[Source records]
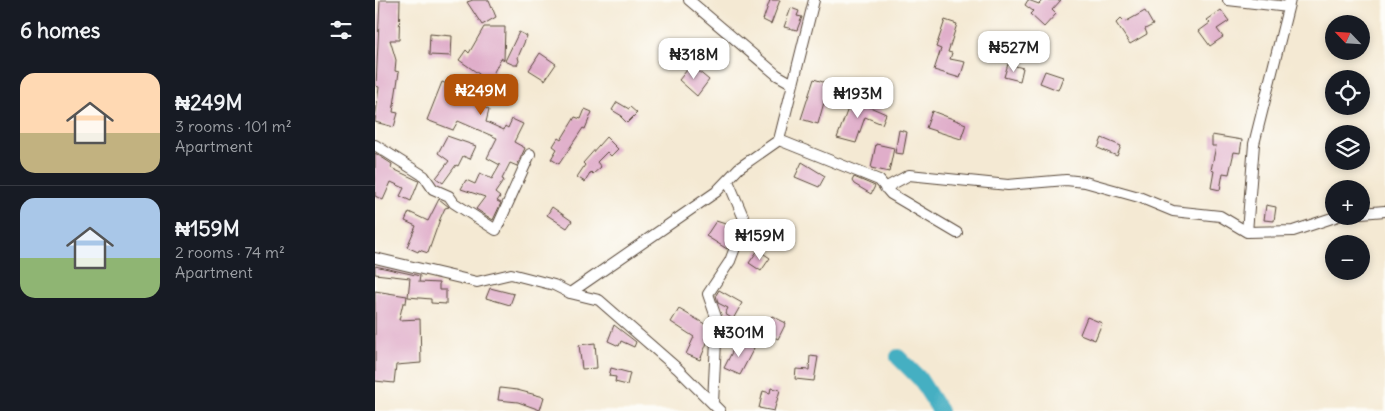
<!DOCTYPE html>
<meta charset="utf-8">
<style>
:root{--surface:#171b24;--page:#242831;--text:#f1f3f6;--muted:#9ea1a6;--line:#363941;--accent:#b45309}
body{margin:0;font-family:Delius,sans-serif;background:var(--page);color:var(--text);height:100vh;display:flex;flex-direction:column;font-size:19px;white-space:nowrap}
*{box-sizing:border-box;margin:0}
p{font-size:16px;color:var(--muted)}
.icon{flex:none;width:28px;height:28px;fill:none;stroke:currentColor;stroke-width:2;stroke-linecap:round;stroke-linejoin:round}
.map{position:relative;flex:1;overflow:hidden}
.sheet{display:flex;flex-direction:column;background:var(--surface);width:375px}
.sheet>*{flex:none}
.needle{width:32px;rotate:295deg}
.buttons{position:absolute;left:950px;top:15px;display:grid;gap:10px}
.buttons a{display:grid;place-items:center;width:45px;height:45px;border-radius:50%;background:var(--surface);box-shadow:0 2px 8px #0003;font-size:25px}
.price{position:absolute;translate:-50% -42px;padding:0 11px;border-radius:10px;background:#fff;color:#222;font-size:16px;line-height:32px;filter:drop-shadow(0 1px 2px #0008)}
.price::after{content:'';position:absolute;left:50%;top:30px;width:15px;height:11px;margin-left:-8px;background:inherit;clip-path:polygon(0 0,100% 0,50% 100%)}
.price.current{background:var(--accent);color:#fff}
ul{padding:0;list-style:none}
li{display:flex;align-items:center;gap:15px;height:125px;padding:0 20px}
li+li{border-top:1px solid var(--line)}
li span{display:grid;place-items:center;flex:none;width:140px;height:100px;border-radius:15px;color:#555}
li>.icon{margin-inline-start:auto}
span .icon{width:60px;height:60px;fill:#fffc;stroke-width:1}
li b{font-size:21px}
h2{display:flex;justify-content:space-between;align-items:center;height:60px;padding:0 20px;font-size:21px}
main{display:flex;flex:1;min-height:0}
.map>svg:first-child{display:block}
</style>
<main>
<section class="sheet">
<h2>6 homes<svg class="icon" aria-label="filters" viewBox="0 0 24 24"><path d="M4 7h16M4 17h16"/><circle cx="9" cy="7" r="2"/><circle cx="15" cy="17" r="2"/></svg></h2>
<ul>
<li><span style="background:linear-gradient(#ffd9b3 60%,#c2b280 0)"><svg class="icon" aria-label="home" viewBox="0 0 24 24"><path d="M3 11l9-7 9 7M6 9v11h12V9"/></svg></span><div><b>₦249M</b><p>3 rooms · 101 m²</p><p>Apartment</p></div></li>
<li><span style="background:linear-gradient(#a9c7e8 60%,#8fb573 0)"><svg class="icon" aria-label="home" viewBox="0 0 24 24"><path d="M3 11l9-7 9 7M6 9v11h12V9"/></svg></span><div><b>₦159M</b><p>2 rooms · 74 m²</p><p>Apartment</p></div></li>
</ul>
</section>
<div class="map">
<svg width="1010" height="411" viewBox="0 0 1010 411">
<rect width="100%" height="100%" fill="#fdfcf7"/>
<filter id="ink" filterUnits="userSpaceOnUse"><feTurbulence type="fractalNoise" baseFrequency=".02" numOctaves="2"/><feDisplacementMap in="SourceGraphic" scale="10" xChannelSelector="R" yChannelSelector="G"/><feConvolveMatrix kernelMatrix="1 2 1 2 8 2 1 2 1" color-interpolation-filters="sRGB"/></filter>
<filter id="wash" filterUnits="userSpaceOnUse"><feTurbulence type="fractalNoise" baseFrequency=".0096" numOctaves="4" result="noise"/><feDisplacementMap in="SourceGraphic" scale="20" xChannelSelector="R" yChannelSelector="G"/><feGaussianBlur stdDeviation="1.12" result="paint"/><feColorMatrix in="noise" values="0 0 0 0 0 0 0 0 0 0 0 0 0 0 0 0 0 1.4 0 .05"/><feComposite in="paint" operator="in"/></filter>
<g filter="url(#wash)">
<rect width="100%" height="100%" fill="#f4e9d3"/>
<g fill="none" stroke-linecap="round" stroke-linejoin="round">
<path stroke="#44afc2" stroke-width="16" d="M523,357L544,378L565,411"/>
</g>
<g id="blocks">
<path fill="#e0aeca" d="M5,0H25L24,40H15L21,60L20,71L24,72L18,112L23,113L19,127L0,122L4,87L1,86Z
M98,0H114L121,17L107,25L92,2Z
M395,0H405L396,24L388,20Z
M653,0L664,4L668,0H686L677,10L681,14L669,27L655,14L658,11L650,5Z
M416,8L424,11L422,16L427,17L422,30L409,27Z
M846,10L854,21L842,29L848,37L835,46L824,31L835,23L832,20Z
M770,11L778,25L770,29L772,34L755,44L741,23L746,18L750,22Z
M570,20L582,24L573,52L577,53L575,59L590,62L585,78L559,70L566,49L561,47Z
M109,27H130L129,60L126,58L103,104L114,110L111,122L129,130L130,126L133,128L137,119L148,124L139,142L150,148L142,166L135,163L127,179L129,180L120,193L125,197L122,201L126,203L118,220L101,209L110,197L86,189L91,180L100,184L105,173L117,179L125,165L112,158L122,138L83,121L78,130L52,120L67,82L92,92L93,90L96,91L104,74L84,60L91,50L94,53Z
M144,32L152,36L143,57L144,61L142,65H139L130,61Z
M55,34L77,36L76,56L54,55Z
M165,53L181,64L170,80L154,70Z
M633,64L648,68L645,81L629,77Z
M316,65L334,80L322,96L304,80Z
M670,71L688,77L683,90L665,83Z
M439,79L454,84L443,124L426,119Z
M478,95L489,100L488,104L511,114L507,124L490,117L481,143L462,138Z
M242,102L254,109L255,107L262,113L252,123L246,117L247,116L237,110Z
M210,109L217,112L210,129L208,128L184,164L176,159L182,149L178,146L183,138L186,140L200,117L206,119Z
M557,111L591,124L586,139L551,128Z
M524,130L532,132L528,154L520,153Z
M837,135L867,140L865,153L859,152L854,174L848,173L845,190L836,188L839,171L836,170L841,146H837Z
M72,136L101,146L95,159L88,156L83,166L81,165L68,183L61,178L74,161L63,153Z
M231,137L243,149L236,156L232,152L222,162L226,167L218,174L216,172L210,182L202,177L210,165L208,163Z
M727,138L746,146L742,156L723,148Z
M501,144L519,148L514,172L496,168Z
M0,153L17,164L16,168L44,181L36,201L25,196L29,188L16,182L8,200L0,196Z
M427,162L450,176L444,187L420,177Z
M479,177L500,186L496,194L479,184L477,181Z
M64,199L74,207L70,208L65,219L53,253L44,250L43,252L32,247L41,226L30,221L34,212L53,221Z
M891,205L901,207L899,221L889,220Z
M177,207L197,221L192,228L172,215Z
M341,221L360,227L352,249L331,236Z
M383,250L395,258L386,271L374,263Z
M0,266L45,276L44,282L64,283V290H71V304L56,303V299L33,297L35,278L0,274Z
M115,288L139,294L135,305L111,298Z
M344,290L367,303L358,319L350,314L353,308L343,303L341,295Z
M0,291L32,296L31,303H28L24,320L45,319L46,363L21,365L19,383L0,381Z
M304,309L335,327L334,338L325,360L311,354L319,337L296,322Z
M397,316L411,323L403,339L389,332Z
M712,317L727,323L720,340L705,334Z
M239,325L261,342L259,347L246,341L244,346L233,341Z
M363,340L379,348L365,375L349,368Z
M220,343L222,368L207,369L204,345Z
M435,356L443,357L439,381L420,379L421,369L434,370Z
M236,368L255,373L252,385L240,382L241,377L234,376Z
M125,388L142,390L169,397L165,410L143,402L123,400Z
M396,388L405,390L399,411L384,408L388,391L395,393Z"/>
</g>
</g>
<g filter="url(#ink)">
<use href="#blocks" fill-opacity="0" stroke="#574739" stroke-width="1"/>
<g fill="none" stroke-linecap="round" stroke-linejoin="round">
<defs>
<path id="minor" d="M314,0L402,75L418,84
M853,0L913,7
M404,140L504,180L516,194L582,233
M0,145L49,176L58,189L74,196L79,203L121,230L155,154
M510,188L534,175L633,185L691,180L710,182L764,197L798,211L845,216L872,232L918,231L963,216
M986,213L1010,211
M872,232L879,144L915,0
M0,258L102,282L136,274L179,285L195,293L224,300L303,369L345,411
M195,293L341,192L364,168L404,140L439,0
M338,403L342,320L333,294L355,261L370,221L353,181"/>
</defs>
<use href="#minor" stroke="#574739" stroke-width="12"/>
<use href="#minor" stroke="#fff" stroke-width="10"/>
</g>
</g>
</svg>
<div class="buttons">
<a><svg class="needle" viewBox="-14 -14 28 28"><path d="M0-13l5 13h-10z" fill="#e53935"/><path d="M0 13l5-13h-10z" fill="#9ea1a6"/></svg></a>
<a><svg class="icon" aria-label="locate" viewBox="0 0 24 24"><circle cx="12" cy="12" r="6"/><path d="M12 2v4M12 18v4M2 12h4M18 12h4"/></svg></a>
<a><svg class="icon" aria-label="layers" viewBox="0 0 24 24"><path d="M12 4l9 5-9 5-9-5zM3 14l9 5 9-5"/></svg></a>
<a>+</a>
<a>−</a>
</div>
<b class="price" style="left:639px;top:73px">₦527M</b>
<b class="price" style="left:319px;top:80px">₦318M</b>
<b class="price current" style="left:106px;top:116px">₦249M</b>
<b class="price" style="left:483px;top:119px">₦193M</b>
<b class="price" style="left:385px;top:261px">₦159M</b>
<b class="price" style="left:364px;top:358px">₦301M</b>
</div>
</main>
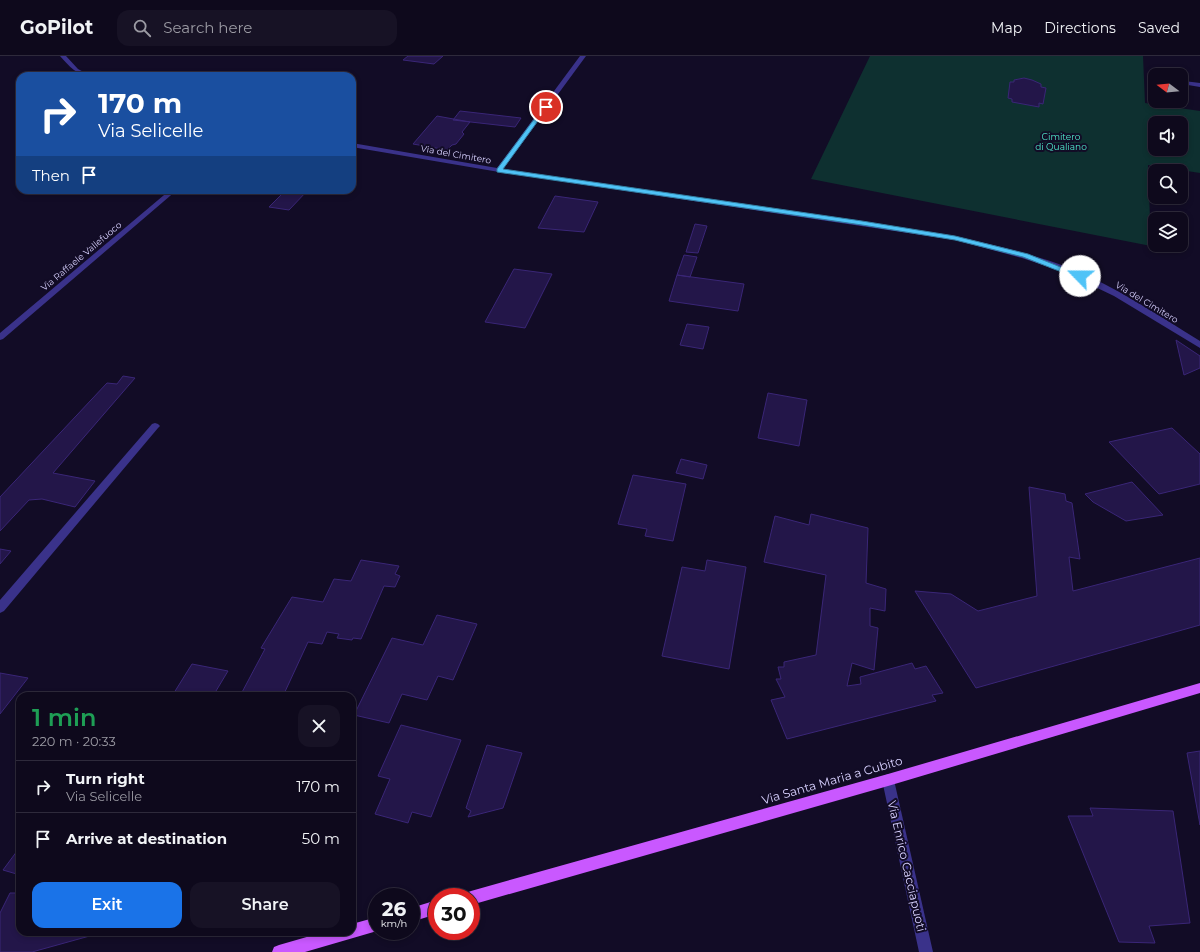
<!DOCTYPE html>
<meta charset="utf-8">
<style>
:root{--surface:#0e091c;--page:#171225;--text:#f1f3f6;--muted:#9b9aa3;--line:#2e2a3b;--accent:#1a73e8}
body{margin:0;font-family:Montserrat,sans-serif;background:var(--page);color:var(--text);height:100vh;display:flex;flex-direction:column;font-size:15px;white-space:nowrap}
*{box-sizing:border-box;margin:0}
p{font-size:13px;color:var(--muted)}
.icon{flex:none;width:22px;height:22px;fill:none;stroke:currentColor;stroke-width:2;stroke-linecap:round;stroke-linejoin:round}
.map{position:relative;flex:1;overflow:hidden}
.drawer{position:absolute;left:16px;top:636px;width:340px;height:244px;display:flex;flex-direction:column;background:var(--surface);border-radius:12px;box-shadow:0 2px 6px #0003,0 0 0 1px var(--line)}
.drawer>*{flex:none}
.guide{position:absolute;left:16px;top:16px;width:340px;height:122px;border-radius:12px;box-shadow:0 2px 6px #0003,0 0 0 1px var(--line);background:#1a4fa0;color:#fff;overflow:hidden}
.needle{width:26px;rotate:286deg}
.fabs{position:absolute;left:1148px;top:12px;display:grid;gap:8px}
.fabs a{display:grid;place-items:center;width:40px;height:40px;border-radius:8px;background:var(--surface);box-shadow:0 2px 6px #0003,0 0 0 1px var(--line);font-size:20px}
.speed{position:absolute;left:368px;top:832px;display:flex;gap:8px;font-size:20px;font-weight:700;text-align:center}
.speed>*{display:grid;place-content:center;width:52px;height:52px;border-radius:50%;background:var(--surface);box-shadow:0 2px 6px #0003,0 0 0 1px var(--line);line-height:1}
.speed small{font-size:10px;font-weight:400}
.speed .limit{border:6px solid #d22;background:#fff;color:#111}
.pin{position:absolute;display:grid;place-items:center;width:34px;height:34px;color:#fff;margin:-17px;border:2px solid #fff;border-radius:50%;box-shadow:0 1px 4px #0007}
.me{position:absolute;width:44px;margin:-22px;rotate:293deg;stroke-linejoin:round;filter:drop-shadow(0 0 3px #0008)}
.turn{display:flex;align-items:center;gap:14px;height:84px;padding:0 16px;font-size:18px}
.turn .icon{width:52px;height:52px;stroke-width:2.5}
.turn b{display:block;font-size:28px;line-height:34px}
.then{display:flex;align-items:center;height:38px;padding:0 16px;background:#0003;gap:8px;font-size:15px}
.round{display:grid;place-items:center;flex:none;width:42px;height:42px;border-radius:12px;background:var(--page)}
.overview{display:flex;align-items:center;justify-content:space-between;height:68px;padding:0 16px}
h1{font-size:24px;font-weight:600;line-height:30px;color:#1e9e55}
.button{display:flex;gap:8px;margin-top:auto;padding:8px 16px}
.button a{flex:1;height:46px;border-radius:12px;background:var(--accent);color:#fff;font-size:16px;font-weight:600;line-height:46px;text-align:center}
.button a+a{background:var(--page);color:var(--text)}
ul{padding:0;list-style:none}
li{display:flex;align-items:center;gap:12px;height:52px;padding:0 16px;border-top:1px solid var(--line)}
li div{flex:1}
li b{display:block;font-size:15px}
li em{font-style:normal}
header{display:flex;align-items:center;gap:24px;box-sizing:border-box;height:56px;padding:0 20px;background:var(--surface);border-bottom:1px solid var(--line)}
header strong{font-size:19px}
nav{display:flex;gap:22px;margin-inline-start:auto;font-size:14px}
.search{width:280px;height:36px;background:var(--page);display:flex;align-items:center;gap:10px;box-sizing:border-box;padding:0 14px;border-radius:12px;color:var(--muted);font-size:15px}
.map>svg:first-child{display:block}
.green{fill:#0e3030;fill-rule:evenodd}
.building{fill:#231649;stroke:#3a2677}
.lines{fill:none;stroke-linecap:round;stroke-linejoin:round}
.minor{fill:#3a328a;fill-rule:evenodd}
.major{fill:#c958ff;fill-rule:evenodd}
.route{fill:#4fc3f7;stroke:#337fa1}
.labels{text-anchor:middle;dominant-baseline:central;stroke-width:4;stroke-linejoin:round;paint-order:stroke}
.far-park-label{font-size:9px;fill:#50eccd;stroke:#120c26}
.far-street-label{font-size:9px;fill:#d8d1ff;stroke:#120c26}
.near-street-label{font-size:12px;fill:#d8d1ff;stroke:#120c26}
</style>
<header>
<strong>GoPilot</strong>
<div class="search"><svg class="icon" aria-label="search" viewBox="0 0 24 24"><circle cx="10" cy="10" r="6"/><path d="M15 15l6 6"/></svg>Search here</div>
<nav><a>Map</a><a>Directions</a><a>Saved</a></nav>
</header>
<div class="map">
<svg width="1200" height="896" viewBox="0 0 1200 896">
<rect width="100%" height="100%" fill="#120c26"/>
<path class="green" d="M870,0H1143L1145,47L1200,55V117L1148,109L1151,190L811,123ZM1155,67H1181V93H1155Z"/>
<path class="building" d="M408,0H443L434,8L403,4Z
M1024,22L1032,24L1041,28V31L1046,32L1043,48L1039,47V51L1012,46V43L1008,42L1010,26H1014V24Z
M460,55L521,62L515,71L453,64Z
M437,60L470,66L462,76L464,78L456,88L452,89L447,94L413,88Z
M286,134H308L289,154L269,151Z
M555,140L598,146L584,176L538,172Z
M695,168L707,170L698,197L686,196Z
M684,199L697,201L690,221L677,219Z
M514,213L552,218L525,272L485,266Z
M677,219L744,228L738,255L669,245Z
M687,268L709,271L703,293L680,289Z
M1176,284L1200,300V312L1184,319Z
M123,320L135,322L53,417L95,425L75,451L42,443L29,444L0,475V441L107,327L117,328Z
M768,337L807,344L799,390L758,382Z
M1172,372L1200,398V428L1159,438L1109,386Z
M681,403L707,409L703,423L676,417Z
M633,419L686,428L673,485L645,480L647,473L618,468Z
M1132,426L1163,459L1126,465L1093,446L1085,438Z
M1029,431L1065,438L1066,445L1072,447L1080,503L1069,501L1073,535L1200,502V569L976,632L915,535L951,538L978,555L1037,540Z
M811,458L868,472L866,527L886,533L885,555L870,552V570L878,572L874,614L852,607L847,630L861,628L860,621L912,607L915,613L926,610L943,637L932,639L936,645L787,683L771,644L785,641L776,623H781L778,611H784V606L816,599L826,519L764,506L775,460L809,469Z
M0,493L11,495L0,508Z
M361,504L399,510L395,518L400,520L395,531L384,530L361,583L353,582L352,584L337,582L339,578L327,576L322,588L308,586L283,640H240L265,593L261,592L292,541L323,546L334,523L351,525Z
M707,504L746,511L729,613L662,600L682,511L705,515Z
M437,559L477,568L453,624L438,620L427,644L402,638L389,667L354,659L392,582L423,589Z
M192,608L228,615L213,640H172Z
M0,617L28,622L0,658Z
M401,669L461,684L431,761L412,756L408,767L375,758L390,723L378,720Z
M487,689L522,697L503,752L468,761L471,755L466,752Z
M1200,695V769L1187,697Z
M1090,752L1173,755L1190,867L1149,870L1155,887L1119,886L1068,760H1093Z
M20,791V819L3,814Z
M20,833V876H104L32,896H0V857L10,837H17Z"/>
<g class="lines">
<path class="minor" d="M60,0H66L78,13L91,20C77,20 69,10 60,0Z
M580,0H586L503,113L955,180C993,189 1033,198 1070,212C1116,231 1158,259 1200,285V292L1114,240L1064,216L1022,202L955,184L499,116L352,91V87L497,112Z
M1184,25L1200,27V31L1182,28L1181,27Z
M170,134H177L3,283L0,284V277Z
M155,367L158,368L160,370L158,372L4,555L0,557V544L152,368Z
M888,718L893,720L894,724L933,896H919L882,724L883,720Z"/>
<path class="major" d="M1200,627V637L888,730L471,849V841H464L466,837L471,835L888,718Z
M437,844V858L411,866V852Z
M377,861V875L305,896H272L274,891L279,889L324,876H352V868Z"/>
</g>
<path class="route" d="M546,49L548,51L503,113L862,165L955,180L1028,198L1083,220L1077,222L1023,201L955,184L862,169L497,116V113L544,50Z"/>
<g class="labels">
<g class="far-park-label">
<text x="1061" y="80">Cimitero<tspan x="1061" dy="10">di Qualiano</tspan></text>
</g>
<g class="far-street-label">
<text transform="translate(456 98) rotate(10)">Via del Cimitero</text>
<text transform="translate(81 200) rotate(-40)">Via Raffaele Vallefuoco</text>
<text transform="translate(1147 246) rotate(31)">Via del Cimitero</text>
</g>
<g class="near-street-label">
<text transform="translate(832 724) rotate(-16)">Via Santa Maria a Cubito</text>
<text transform="translate(907 810) rotate(77)">Via Enrico Cacciapuoti</text>
</g>
</g>
</svg>
<div class="fabs">
<a><svg class="needle" viewBox="-14 -14 28 28"><path d="M0-13l5 13h-10z" fill="#e53935"/><path d="M0 13l5-13h-10z" fill="#9b9aa3"/></svg></a>
<a><svg class="icon" aria-label="sound" viewBox="0 0 24 24"><path d="M4 9h4l5-4v14l-5-4H4zM17 9q2 3 0 6"/></svg></a>
<a><svg class="icon" aria-label="search" viewBox="0 0 24 24"><circle cx="10" cy="10" r="6"/><path d="M15 15l6 6"/></svg></a>
<a><svg class="icon" aria-label="layers" viewBox="0 0 24 24"><path d="M12 4l9 5-9 5-9-5zM3 14l9 5 9-5"/></svg></a>
</div>
<div class="speed"><div>26<small>km/h</small></div><div class="limit">30</div></div>
<div class="pin" style="left:546px;top:51px;background:#d93025"><svg class="icon" aria-label="arrive" viewBox="0 0 24 24"><path d="M6 21V4h12l-3 4 3 4H6"/></svg></div>
<svg class="me" style="left:1080px;top:220px" viewBox="-20 -20 40 40"><circle r="19" fill="#fff"/><path d="M0-13L10 11 0 6-10 11z" fill="#4fc3f7"/></svg>
<div class="guide">
<div class="turn"><svg class="icon" aria-label="right" viewBox="0 0 24 24"><path d="M7 20v-9h11M14 6l5 5-5 5"/></svg><div><b>170 m</b>Via Selicelle</div></div>
<div class="then">Then<svg class="icon" aria-label="arrive" viewBox="0 0 24 24"><path d="M6 21V4h12l-3 4 3 4H6"/></svg></div>
</div>
<section class="drawer">
<div class="overview"><div><h1>1 min</h1><p>220 m · 20:33</p></div><a class="round"><svg class="icon" aria-label="close" viewBox="0 0 24 24"><path d="M6 6l12 12M18 6L6 18"/></svg></a></div>
<ul>
<li><svg class="icon" aria-label="right" viewBox="0 0 24 24"><path d="M7 20v-9h11M14 6l5 5-5 5"/></svg><div><b>Turn right</b><p>Via Selicelle</p></div><em>170 m</em></li>
<li><svg class="icon" aria-label="arrive" viewBox="0 0 24 24"><path d="M6 21V4h12l-3 4 3 4H6"/></svg><div><b>Arrive at destination</b></div><em>50 m</em></li>
</ul>
<div class="button"><a>Exit</a><a>Share</a></div>
</section>
</div>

__What you should do__: Which lines of the data include the string "sheet"? Find them and copy each one.

__The answer__:
.sheet{display:flex;flex-direction:column;background:var(--surface);width:375px}
.sheet>*{flex:none}
<section class="sheet">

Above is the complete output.